## WHAT YOU HAVE TO DO
In the entries below, the lines from the one with "M318,471L349,472L348,517L317,516Z" through the one with "M619,913H635L636,958H618Z" are to be copied exactly; both ends count.

Top of DATA TO USE

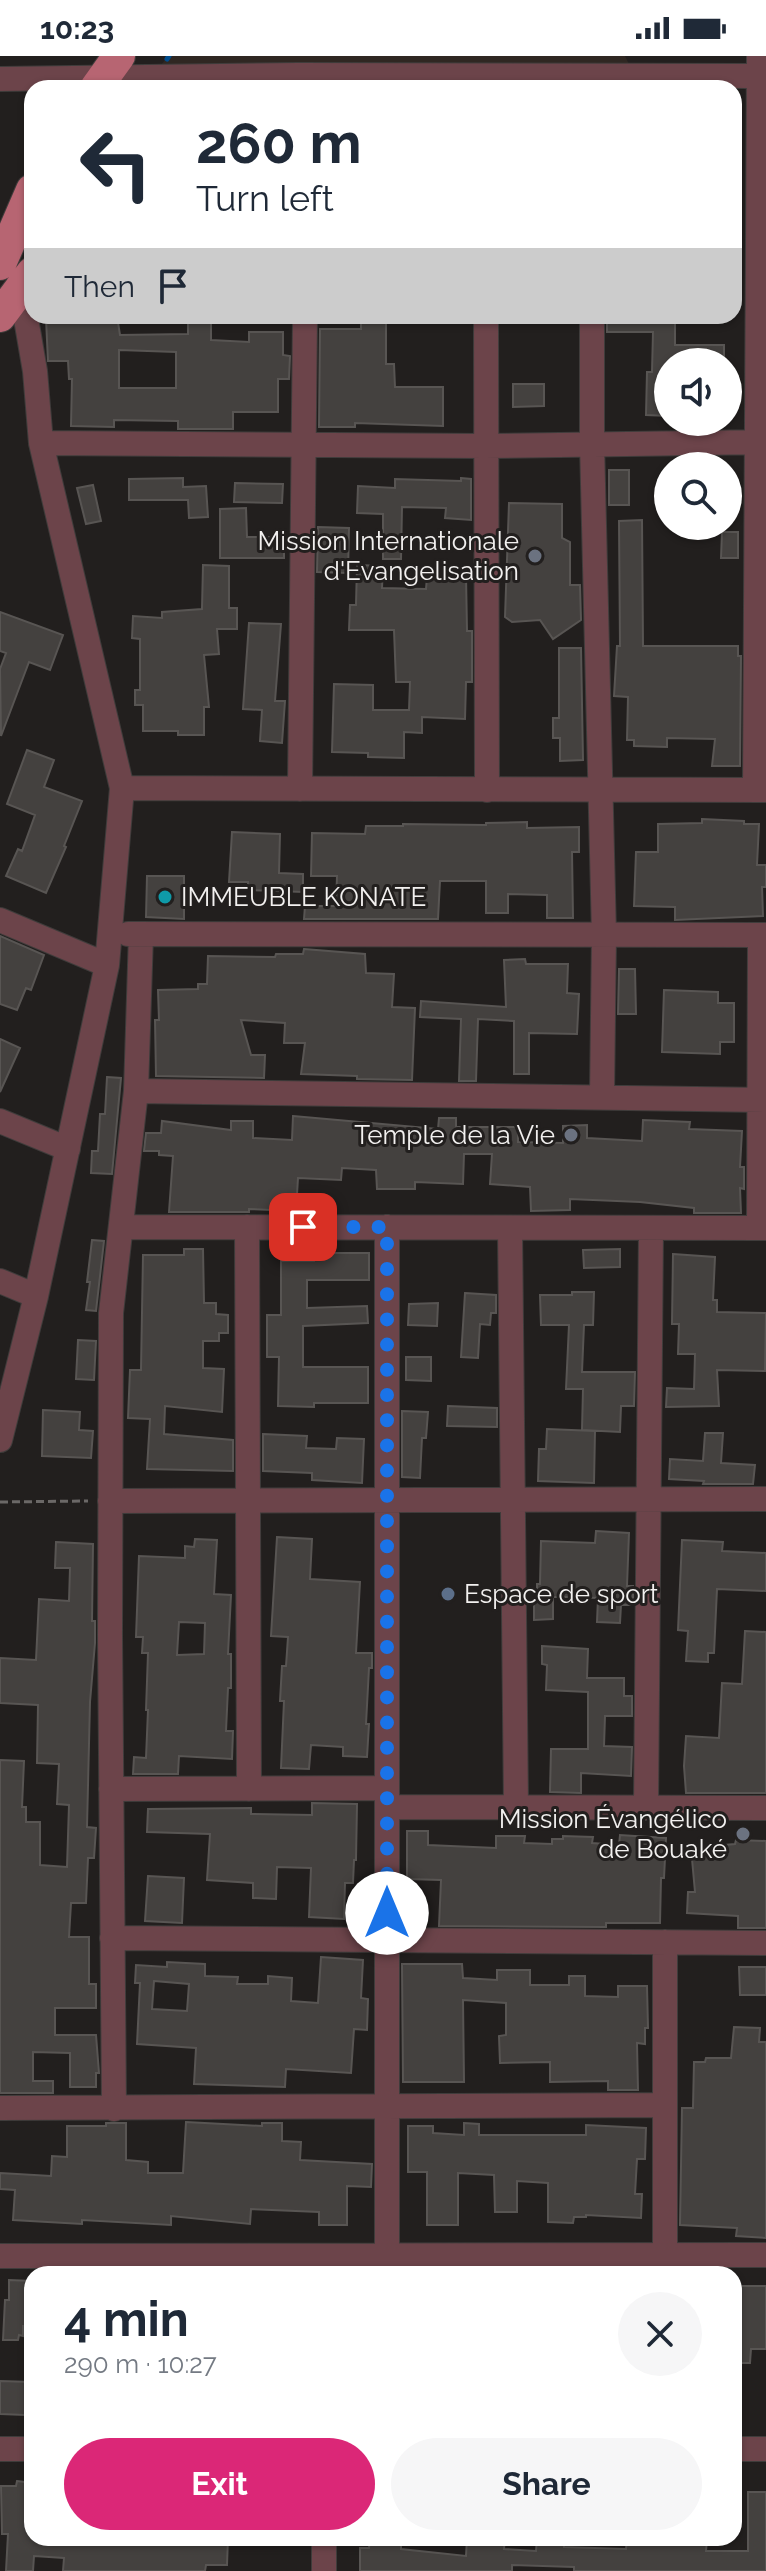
<!DOCTYPE html>
<meta charset="utf-8">
<style>
:root{--surface:#fff;--page:#f6f6f7;--text:#1f2937;--muted:#747a83;--accent:#db2777}
body{margin:0;font-family:Raleway,sans-serif;background:var(--page);color:var(--text);height:100vh;display:flex;flex-direction:column;font-size:30px;white-space:nowrap}
*{box-sizing:border-box;margin:0}
p{font-size:26px;color:var(--muted)}
.icon{flex:none;width:44px;height:44px;fill:none;stroke:currentColor;stroke-width:2;stroke-linecap:round;stroke-linejoin:round}
.map{position:relative;flex:1;overflow:hidden}
.side{position:absolute;left:24px;top:2210px;width:718px;height:280px;display:flex;flex-direction:column;background:var(--surface);border-radius:24px;box-shadow:0 2px 6px #0004}
.side>*{flex:none}
.hud{position:absolute;left:24px;top:24px;width:718px;height:244px;border-radius:24px;box-shadow:0 2px 6px #0004;background:#fff;color:var(--text);overflow:hidden}
.fabs{position:absolute;left:654px;top:292px;display:grid;gap:16px}
.fabs a{display:grid;place-items:center;width:88px;height:88px;border-radius:50%;background:var(--surface);box-shadow:0 2px 6px #0004;font-size:40px}
.pin{position:absolute;display:grid;place-items:center;width:68px;height:68px;color:#fff;margin:-34px;border-radius:16px;box-shadow:0 4px 12px #0006}
.me{position:absolute;width:88px;margin:-44px;rotate:0deg;stroke-linejoin:round;filter:drop-shadow(0 0 6px #0008)}
.turn{display:flex;align-items:center;gap:28px;height:168px;padding:0 40px;font-size:36px}
.turn .icon{width:104px;height:104px;stroke-width:2.5}
.turn b{display:block;font-size:56px;line-height:68px}
.then{display:flex;align-items:center;height:76px;padding:0 40px;background:#0003;gap:16px;font-size:30px}
.round{display:grid;place-items:center;flex:none;width:84px;height:84px;border-radius:42px;background:var(--page)}
.overview{display:flex;align-items:center;justify-content:space-between;height:136px;padding:0 40px}
h1{font-size:48px;font-weight:700;line-height:60px}
.button{display:flex;gap:16px;margin-top:auto;padding:16px 40px}
.button a{flex:1;height:92px;border-radius:48px;background:var(--accent);color:#fff;font-size:32px;font-weight:700;line-height:92px;text-align:center}
.button a+a{background:var(--page);color:var(--text)}
.status{display:flex;justify-content:space-between;align-items:center;height:56px;padding:0 40px;background:var(--surface);direction:ltr}
.status svg{height:22px;fill:currentColor}
.map>svg:first-child{display:block}
.built{fill:#2f2722}
.lines{fill:none;stroke-linecap:round;stroke-linejoin:round}
.stream{stroke:#004c8c;stroke-width:5}
.building{fill:#44413f;stroke:#585553;stroke-width:2;fill-rule:evenodd}
.minor-casing{stroke:#3f3c3b;stroke-width:26}
.major-casing{stroke:#3f3c3b;stroke-width:34}
.path{stroke:#6b6867;stroke-width:3;stroke-dasharray:8 4;stroke-linecap:butt}
.minor{stroke:#6c444a;stroke-width:24}
.major{stroke:#b76572;stroke-width:32}
.route{stroke:#1a73e8;stroke-width:14;stroke-dasharray:0 25.2}
.worship-dot{fill:#6b7280;stroke:#221f1e;stroke-width:3}
.culture-dot{fill:#0f9aa8;stroke:#221f1e;stroke-width:3}
.service-dot{fill:#5c6f8a;stroke:#221f1e;stroke-width:3}
.labels{text-anchor:middle;stroke-width:6;stroke-linejoin:round;paint-order:stroke}
.poi-label{font-size:26px;fill:#f2f0ef;stroke:#221f1e;text-anchor:end}
</style>
<div class="status"><b>10:23</b><svg viewBox="0 0 49 12"><path d="M0 12V9h3v3zM5 12V6h3v6zM10 12V3h3v9zM15 12V0h3v12zM26 1h20v11H26zM47 4h2v5h-2z"/></svg></div>
<div class="map">
<svg width="766" height="2515" viewBox="0 0 766 2515">
<rect width="100%" height="100%" fill="#221f1e"/>
<path class="built" d="M168,0H625L638,26L155,17Z"/>
<g class="lines">
<path class="stream" d="M167,3L169,0"/>
</g>
<path class="building" d="M102,260H117L120,279L188,278V260H211V284L249,286V276H283V299L290,300L289,323H278V356H233V373H178V365L114,364V371L71,370L72,323H69L68,305H48L46,263L102,265ZM119,294L176,296V332H119Z
M361,260H386V308H394L395,331H443V370L355,367V371H319L320,273H361Z
M607,260H675V289H724V306H668V360L646,359L647,316H652L653,276H607Z
M513,328H544V350L513,351Z
M609,414H629V449H609Z
M183,422V431L206,430L208,461L189,462L188,444H129V423Z
M461,422L471,423V464L445,462L446,452L402,451L401,503H383V458L357,457L358,430L395,432V423L461,425Z
M235,427L283,428L282,447L234,446Z
M93,429L101,465L86,468L77,432Z
M509,447L562,448V482L570,486V529H580L581,564L553,583L540,564L512,566L505,561Z
M246,452L247,481H284V502H220V453Z
M642,464L643,590H738V600H741L740,710H712L715,683L667,682V691L634,690V684H627L628,641L614,640L617,590H620L619,465Z
M318,471L349,472L348,517L317,516Z
M722,476H738V502H721Z
M203,509L229,510V552H237V573H217L219,598L204,599L209,651H204V679H178V675H143V649H135V634H140V583L132,582L133,560L162,562V556L202,553Z
M357,509L383,510L382,532L426,533L427,521L466,519L467,575H472V626H466L465,663L422,661V677L404,676V702L368,701V697L332,696L334,628L373,629V654H409L410,626H396L394,574H349L350,549H356Z
M0,556L63,579L50,614L29,606L1,680L0,613L6,597L0,595Z
M249,567L281,568L275,645H285L282,687L260,685L262,654L243,653Z
M559,592H581L583,704L560,705V682H553V662H559Z
M27,694L54,704L44,731L82,745L64,790L66,791L46,837L6,820L18,793L22,795L35,759L7,748Z
M702,763L744,765V768H759L757,809H766V831H762L763,860L675,864V851L634,850L636,796H658V768L702,767Z
M527,766V772L579,771V796H572L573,862H547V839L508,838V857H486V825H440L438,863H304L305,850H336L337,820H311L312,777L365,778L366,770H403V768L486,769V767Z
M232,776L280,778L279,817L303,818V836L248,834V826H229Z
M147,820H184V863L146,861Z
M0,880L44,899L31,934L26,932L17,954L0,948Z
M304,893L365,898L366,917L394,918L392,951L415,952L412,1024L357,1023V1020L301,1018L305,987H284L285,967L241,964L251,999H265L264,1022L156,1020L155,964H159L158,934L198,933V928H207L208,900L275,901L276,898H303Z
M525,903L526,908H568L567,937L579,938L577,978L529,977V1018H514V965L478,963L476,1025H459L461,963L420,961L421,945L506,951L504,904Z
M619,913H635L636,958H618Z
M664,934L718,936V947H734V986H720V998L662,996Z
M0,983L20,992L0,1036Z
M107,1021L121,1022L112,1118L91,1117L92,1095H98L100,1058H105Z
M293,1060L438,1073L439,1062H456V1071H518V1086L563,1087V1070L587,1069V1082L642,1085L643,1064L690,1066L689,1073L742,1075L740,1111H744V1133L740,1132L741,1157H694V1152L640,1146L570,1143V1154L531,1155L530,1131L490,1128L492,1098H464L463,1128L415,1126V1133H377L376,1114L342,1112L341,1124L298,1122L296,1155L249,1153V1156H169L173,1100L159,1099V1095H144L146,1077H161L162,1065L231,1074V1065H253V1082L292,1084Z
M92,1184L104,1185L96,1255L86,1254L90,1226H87Z
M314,1191L329,1192V1197H369V1224H307V1252L367,1250L368,1267L303,1270V1311H368V1347H314V1351L278,1350L279,1301H267V1259H281V1205H314Z
M184,1193H203L204,1247H216V1258L228,1259V1277H219V1285H203V1312L224,1313L222,1356L165,1350L164,1378L233,1384V1415L147,1413L150,1363L128,1362L130,1314H141L143,1199H184Z
M620,1193V1211L584,1212L583,1194Z
M673,1198L715,1201L713,1244H717V1256L766,1257L765,1315L717,1314L719,1350L666,1351L667,1332L694,1333L695,1298H678L679,1268H672Z
M572,1236H594L593,1269H584L582,1316H635L634,1350H621L620,1376L582,1374L583,1333H566L569,1269H541L540,1239H572Z
M465,1237L496,1239V1257H491L490,1269L480,1268L478,1302L461,1301Z
M438,1247L437,1270L408,1269L409,1248Z
M78,1284L96,1285L94,1324L76,1323Z
M406,1301H431V1325L406,1324Z
M448,1350L497,1352V1371L447,1370Z
M43,1354L80,1356L79,1374L93,1375L91,1402L42,1400Z
M402,1355L428,1356L426,1382H422L420,1422L402,1421Z
M547,1373L595,1375L594,1427L538,1425L539,1393H546Z
M705,1377H723L721,1407L755,1409L753,1428H703L704,1425L669,1423L670,1403L703,1405Z
M263,1378L307,1380L306,1392L336,1393L337,1382L364,1383L362,1427L312,1424V1417L263,1415Z
M596,1475L629,1477L627,1530H633V1549H621L620,1567L597,1566L598,1542L573,1541H553V1563L534,1564V1544H537V1528H540L541,1485L595,1487Z
M277,1481L312,1483L310,1523L360,1526L356,1597H372V1612H369L366,1668H369L367,1701L343,1700V1691L311,1689L309,1713L281,1712L284,1645H280L282,1610H286L288,1581L271,1580Z
M195,1483L217,1484L214,1538L231,1539L228,1598H231V1632H228L226,1675H233L232,1703L179,1700L178,1718H133L134,1701L146,1702L148,1654H146L148,1597H142L143,1581H136L139,1500L185,1502V1490L194,1491ZM179,1566L205,1567L204,1598L177,1599Z
M682,1484L723,1486L722,1495L766,1497V1535L717,1533L714,1597H708V1606L686,1605L688,1575L678,1574Z
M56,1486L93,1488L92,1565H95V1587L90,1646L87,1771L96,1772L94,1802H88L86,1847H71L69,1881H89V1928H96V1952H55V1979H96L99,2017H96V2031H70V1997L33,1996V2025H53V2037H0V1704L24,1705L22,1751H26V1766H40V1809L67,1811L69,1749L57,1748L59,1708L37,1707L38,1649L0,1647V1602L36,1604L39,1543L69,1545L70,1512H55Z
M745,1575L766,1576V1737H686L684,1710L686,1680L719,1682L722,1627L742,1628Z
M542,1590L588,1593L587,1622H624V1640H632V1660H605L604,1690L632,1691L631,1720L581,1717V1737L550,1736L551,1693H588V1636L546,1634L547,1609L542,1608Z
M312,1747L357,1748L356,1804H354L353,1827H345L344,1863L309,1861L311,1812L277,1811L276,1843L253,1842V1827L207,1824L210,1778L147,1776L148,1753L251,1752V1758L312,1759Z
M407,1775H428V1789L496,1792V1780H525L524,1787L552,1788V1783H563V1780L593,1781L592,1787L619,1789L620,1779L666,1782L664,1822H661L660,1867H606V1871L439,1870L441,1824L407,1823Z
M736,1784L766,1785V1872H738V1860L687,1857L688,1836H695L691,1792L735,1788Z
M148,1820L184,1822L182,1867L145,1865Z
M321,1901L363,1904L361,1942L368,1943L367,1974L354,1973L351,2017L286,2013L285,2031L194,2028L196,1992L137,1988L140,1927H135L136,1909L167,1911V1906L205,1908V1920L238,1921L237,1928H268V1920L292,1922L291,1945L318,1947ZM154,1925L189,1928L187,1955L152,1953Z
M402,1908H462L463,1922L497,1924V1914H530V1929H569V1920H585V1940L618,1941V1930H647L648,1972H645V1988L637,1987L638,2034H608V2025L550,2026V2006L500,2007L499,1980L506,1979V1947L463,1944L464,2026H403Z
M739,1911H766V1939H740Z
M734,1971L760,1972L759,1986H766V2182L736,2180L737,2172L680,2169L682,2052H693L694,2006H705L706,2002H731Z
M186,2066L262,2070V2067H282V2085L301,2086L300,2104L372,2108L371,2131L347,2130V2169H319V2156L251,2153L250,2168L171,2160V2169L82,2164V2168L13,2164L15,2134L0,2133V2117L51,2120L52,2100L67,2101V2070H106V2067H126V2104L148,2106V2117H183Z
M464,2067L479,2068V2079H586V2069L646,2072L645,2103H637L635,2138H642L641,2162L586,2159V2161H574L573,2167L548,2166V2127L517,2125V2156H495L494,2119L458,2117V2169H427V2116H408V2070H433V2077L464,2079Z
M9,2224L32,2225L31,2258L27,2264V2270H23V2280L19,2279L18,2284H3L5,2244H9Z
M734,2230H766V2293H751L750,2307H735Z
M0,2325L31,2326L30,2345L26,2344L25,2359L0,2358Z
M17,2425L32,2427V2482H228L227,2509H206L205,2515H63L64,2502L34,2500L33,2515H6L8,2478H2L1,2430H16Z
M748,2436H766V2515H574V2511L512,2509V2515H360V2492H369L370,2482H401V2493L466,2500L467,2482H505L504,2493L536,2495L537,2482H564V2491L626,2493L627,2482H671L707,2484L706,2495H748Z"/>
<g class="lines">
<defs>
<path id="minor" d="M0,23L298,19L766,20
M486,260L487,734
M592,260V387L604,879L602,1041
M41,387L485,390L766,386
M122,732L766,734
M300,733L305,260
M755,734L759,0
M0,864L107,909
M128,878L766,879
M136,1035L766,1044
M0,1065L68,1093
M123,1171L766,1172
M247,1171L249,1733
M510,1172L516,1751
M759,1172L760,879
M0,1225L36,1240
M0,1384L36,1240L107,909L122,732L41,387L35,315L19,222
M110,1445L766,1443
M111,1733L387,1732
M387,1751L766,1752
M646,1752L651,1172
M112,1882L766,1887
M665,1886V2200
M0,2052L665,2049
M114,2053L110,1579L111,1257L136,1035L141,878
M0,2200L766,2199
M387,2200V1171
M0,2393H32
M734,2393H766
M324,2515V2482"/>
<path id="major" d="M96,32L119,0
M0,208L32,134
M0,260L32,217"/>
</defs>
<use href="#minor" class="minor-casing"/>
<use href="#major" class="major-casing"/>
<path class="path" d="M0,1446L88,1445"/>
<use href="#minor" class="minor"/>
<use href="#major" class="major"/>
</g>
<g class="lines">
<path class="route" d="M303,1171H387V1857"/>
</g>
<g class="worship-dot">
<circle cx="535" cy="500" r="8"/>
<circle cx="571" cy="1079" r="8"/>
<circle cx="743" cy="1778" r="8"/>
</g>
<circle class="culture-dot" cx="165" cy="841" r="8"/>
<circle class="service-dot" cx="448" cy="1538" r="8"/>
<g class="labels">
<g class="poi-label">
<text x="519" y="494">Mission Internationale<tspan x="519" dy="30">d'Evangelisation</tspan></text>
<text x="181" y="850" text-anchor="start">IMMEUBLE KONATE</text>
<text x="555" y="1088">Temple de la Vie</text>
<text x="464" y="1547" text-anchor="start">Espace de sport</text>
<text x="727" y="1772">Mission Évangélico<tspan x="727" dy="30">de Bouaké</tspan></text>
</g>
</g>
</svg>
<div class="fabs">
<a><svg class="icon" aria-label="sound" viewBox="0 0 24 24"><path d="M4 9h4l5-4v14l-5-4H4zM17 9q2 3 0 6"/></svg></a>
<a><svg class="icon" aria-label="search" viewBox="0 0 24 24"><circle cx="10" cy="10" r="6"/><path d="M15 15l6 6"/></svg></a>
</div>
<div class="pin" style="left:303px;top:1171px;background:#d93025"><svg class="icon" aria-label="arrive" viewBox="0 0 24 24"><path d="M6 21V4h12l-3 4 3 4H6"/></svg></div>
<svg class="me" style="left:387px;top:1857px" viewBox="-20 -20 40 40"><circle r="19" fill="#fff"/><path d="M0-13L10 11 0 6-10 11z" fill="#1a73e8"/></svg>
<div class="hud">
<div class="turn"><svg class="icon" aria-label="left" viewBox="0 0 24 24"><path d="M17 20v-9H6M10 6l-5 5 5 5"/></svg><div><b>260 m</b>Turn left</div></div>
<div class="then">Then<svg class="icon" aria-label="arrive" viewBox="0 0 24 24"><path d="M6 21V4h12l-3 4 3 4H6"/></svg></div>
</div>
<section class="side">
<div class="overview"><div><h1>4 min</h1><p>290 m · 10:27</p></div><a class="round"><svg class="icon" aria-label="close" viewBox="0 0 24 24"><path d="M6 6l12 12M18 6L6 18"/></svg></a></div>
<div class="button"><a>Exit</a><a>Share</a></div>
</section>
</div>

Bottom of DATA TO USE

## OUTPUT OF THE TASK
M318,471L349,472L348,517L317,516Z
M722,476H738V502H721Z
M203,509L229,510V552H237V573H217L219,598L204,599L209,651H204V679H178V675H143V649H135V634H140V583L132,582L133,560L162,562V556L202,553Z
M357,509L383,510L382,532L426,533L427,521L466,519L467,575H472V626H466L465,663L422,661V677L404,676V702L368,701V697L332,696L334,628L373,629V654H409L410,626H396L394,574H349L350,549H356Z
M0,556L63,579L50,614L29,606L1,680L0,613L6,597L0,595Z
M249,567L281,568L275,645H285L282,687L260,685L262,654L243,653Z
M559,592H581L583,704L560,705V682H553V662H559Z
M27,694L54,704L44,731L82,745L64,790L66,791L46,837L6,820L18,793L22,795L35,759L7,748Z
M702,763L744,765V768H759L757,809H766V831H762L763,860L675,864V851L634,850L636,796H658V768L702,767Z
M527,766V772L579,771V796H572L573,862H547V839L508,838V857H486V825H440L438,863H304L305,850H336L337,820H311L312,777L365,778L366,770H403V768L486,769V767Z
M232,776L280,778L279,817L303,818V836L248,834V826H229Z
M147,820H184V863L146,861Z
M0,880L44,899L31,934L26,932L17,954L0,948Z
M304,893L365,898L366,917L394,918L392,951L415,952L412,1024L357,1023V1020L301,1018L305,987H284L285,967L241,964L251,999H265L264,1022L156,1020L155,964H159L158,934L198,933V928H207L208,900L275,901L276,898H303Z
M525,903L526,908H568L567,937L579,938L577,978L529,977V1018H514V965L478,963L476,1025H459L461,963L420,961L421,945L506,951L504,904Z
M619,913H635L636,958H618Z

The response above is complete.